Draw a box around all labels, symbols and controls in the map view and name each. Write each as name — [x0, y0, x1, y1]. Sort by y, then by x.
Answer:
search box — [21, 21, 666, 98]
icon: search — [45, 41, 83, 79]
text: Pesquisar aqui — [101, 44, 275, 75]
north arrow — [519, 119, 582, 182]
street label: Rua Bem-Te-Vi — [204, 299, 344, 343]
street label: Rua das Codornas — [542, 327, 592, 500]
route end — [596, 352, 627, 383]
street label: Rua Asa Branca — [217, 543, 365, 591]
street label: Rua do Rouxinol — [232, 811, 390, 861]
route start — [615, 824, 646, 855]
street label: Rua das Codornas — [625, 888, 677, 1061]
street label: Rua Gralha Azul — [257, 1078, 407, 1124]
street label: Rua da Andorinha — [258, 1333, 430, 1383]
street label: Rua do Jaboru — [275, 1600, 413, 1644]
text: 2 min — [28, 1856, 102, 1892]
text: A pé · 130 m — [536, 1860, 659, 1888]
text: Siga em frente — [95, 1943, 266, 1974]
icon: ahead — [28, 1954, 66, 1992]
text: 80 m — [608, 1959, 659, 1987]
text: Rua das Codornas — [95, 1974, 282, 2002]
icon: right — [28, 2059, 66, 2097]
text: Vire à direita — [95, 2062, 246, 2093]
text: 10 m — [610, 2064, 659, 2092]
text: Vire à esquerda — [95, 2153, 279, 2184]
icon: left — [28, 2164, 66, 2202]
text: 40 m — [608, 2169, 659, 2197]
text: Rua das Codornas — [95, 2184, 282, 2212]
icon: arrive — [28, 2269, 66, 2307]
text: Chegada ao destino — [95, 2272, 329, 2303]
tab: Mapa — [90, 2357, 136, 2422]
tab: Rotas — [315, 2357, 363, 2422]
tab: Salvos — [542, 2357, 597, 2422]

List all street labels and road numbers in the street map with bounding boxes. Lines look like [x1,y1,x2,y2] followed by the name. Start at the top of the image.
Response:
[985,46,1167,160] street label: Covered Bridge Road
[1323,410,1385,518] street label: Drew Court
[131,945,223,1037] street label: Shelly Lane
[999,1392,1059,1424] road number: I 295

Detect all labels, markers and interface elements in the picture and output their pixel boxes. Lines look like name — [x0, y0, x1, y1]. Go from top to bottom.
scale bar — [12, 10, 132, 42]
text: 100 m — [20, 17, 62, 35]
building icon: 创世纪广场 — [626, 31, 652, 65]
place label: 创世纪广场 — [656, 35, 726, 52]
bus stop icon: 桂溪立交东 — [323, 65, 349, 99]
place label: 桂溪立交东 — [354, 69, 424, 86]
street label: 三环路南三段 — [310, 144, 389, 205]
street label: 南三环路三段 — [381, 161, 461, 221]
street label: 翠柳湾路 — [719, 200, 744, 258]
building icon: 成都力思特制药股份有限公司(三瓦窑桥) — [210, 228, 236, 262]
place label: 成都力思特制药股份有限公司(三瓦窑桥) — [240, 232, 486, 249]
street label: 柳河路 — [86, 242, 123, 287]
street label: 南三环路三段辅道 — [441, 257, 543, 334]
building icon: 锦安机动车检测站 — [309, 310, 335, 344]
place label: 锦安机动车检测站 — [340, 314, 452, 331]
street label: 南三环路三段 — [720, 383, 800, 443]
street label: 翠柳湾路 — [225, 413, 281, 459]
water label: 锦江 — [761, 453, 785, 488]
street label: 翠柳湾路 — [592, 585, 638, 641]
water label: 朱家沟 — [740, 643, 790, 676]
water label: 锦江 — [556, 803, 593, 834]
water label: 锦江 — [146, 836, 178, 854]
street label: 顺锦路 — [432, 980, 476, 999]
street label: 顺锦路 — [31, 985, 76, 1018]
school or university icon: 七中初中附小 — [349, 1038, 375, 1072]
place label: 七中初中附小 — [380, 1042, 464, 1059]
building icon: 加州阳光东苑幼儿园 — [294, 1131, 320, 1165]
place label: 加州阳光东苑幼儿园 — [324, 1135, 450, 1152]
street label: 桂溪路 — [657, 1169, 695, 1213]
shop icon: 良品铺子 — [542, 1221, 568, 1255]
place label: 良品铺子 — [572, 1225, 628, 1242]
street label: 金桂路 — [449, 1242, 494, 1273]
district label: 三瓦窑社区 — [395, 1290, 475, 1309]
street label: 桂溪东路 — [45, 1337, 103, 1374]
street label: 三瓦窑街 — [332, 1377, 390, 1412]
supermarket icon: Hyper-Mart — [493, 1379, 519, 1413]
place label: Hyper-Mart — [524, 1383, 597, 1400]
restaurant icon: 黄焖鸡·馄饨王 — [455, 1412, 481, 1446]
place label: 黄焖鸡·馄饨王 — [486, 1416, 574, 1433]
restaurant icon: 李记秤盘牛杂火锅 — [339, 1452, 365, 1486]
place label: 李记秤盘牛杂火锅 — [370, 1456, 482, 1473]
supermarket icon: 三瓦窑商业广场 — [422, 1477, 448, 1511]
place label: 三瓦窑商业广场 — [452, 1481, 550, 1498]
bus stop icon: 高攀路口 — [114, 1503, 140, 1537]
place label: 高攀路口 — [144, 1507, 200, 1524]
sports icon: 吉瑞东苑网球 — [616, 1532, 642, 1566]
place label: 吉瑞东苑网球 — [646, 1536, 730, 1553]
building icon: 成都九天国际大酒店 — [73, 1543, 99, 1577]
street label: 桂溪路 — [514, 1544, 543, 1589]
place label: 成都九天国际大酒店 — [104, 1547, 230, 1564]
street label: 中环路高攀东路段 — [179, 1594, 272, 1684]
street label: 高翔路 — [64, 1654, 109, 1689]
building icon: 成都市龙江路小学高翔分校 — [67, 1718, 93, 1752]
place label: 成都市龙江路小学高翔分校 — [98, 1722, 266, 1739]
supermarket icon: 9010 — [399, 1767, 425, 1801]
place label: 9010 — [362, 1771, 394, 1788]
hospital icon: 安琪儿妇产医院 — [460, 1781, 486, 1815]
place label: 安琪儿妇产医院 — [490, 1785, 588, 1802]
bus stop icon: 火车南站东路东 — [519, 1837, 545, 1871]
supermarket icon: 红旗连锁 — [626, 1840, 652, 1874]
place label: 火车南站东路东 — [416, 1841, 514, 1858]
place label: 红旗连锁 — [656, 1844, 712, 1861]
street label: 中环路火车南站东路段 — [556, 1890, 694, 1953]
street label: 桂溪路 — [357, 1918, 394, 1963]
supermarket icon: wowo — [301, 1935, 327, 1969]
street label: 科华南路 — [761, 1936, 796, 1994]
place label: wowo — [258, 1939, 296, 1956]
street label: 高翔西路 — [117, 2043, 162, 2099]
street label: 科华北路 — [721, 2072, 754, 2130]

Assignment
Report each line in the data that holds the word "stop".

Exercise solution
bus stop icon: 桂溪立交东 — [323, 65, 349, 99]
bus stop icon: 高攀路口 — [114, 1503, 140, 1537]
bus stop icon: 火车南站东路东 — [519, 1837, 545, 1871]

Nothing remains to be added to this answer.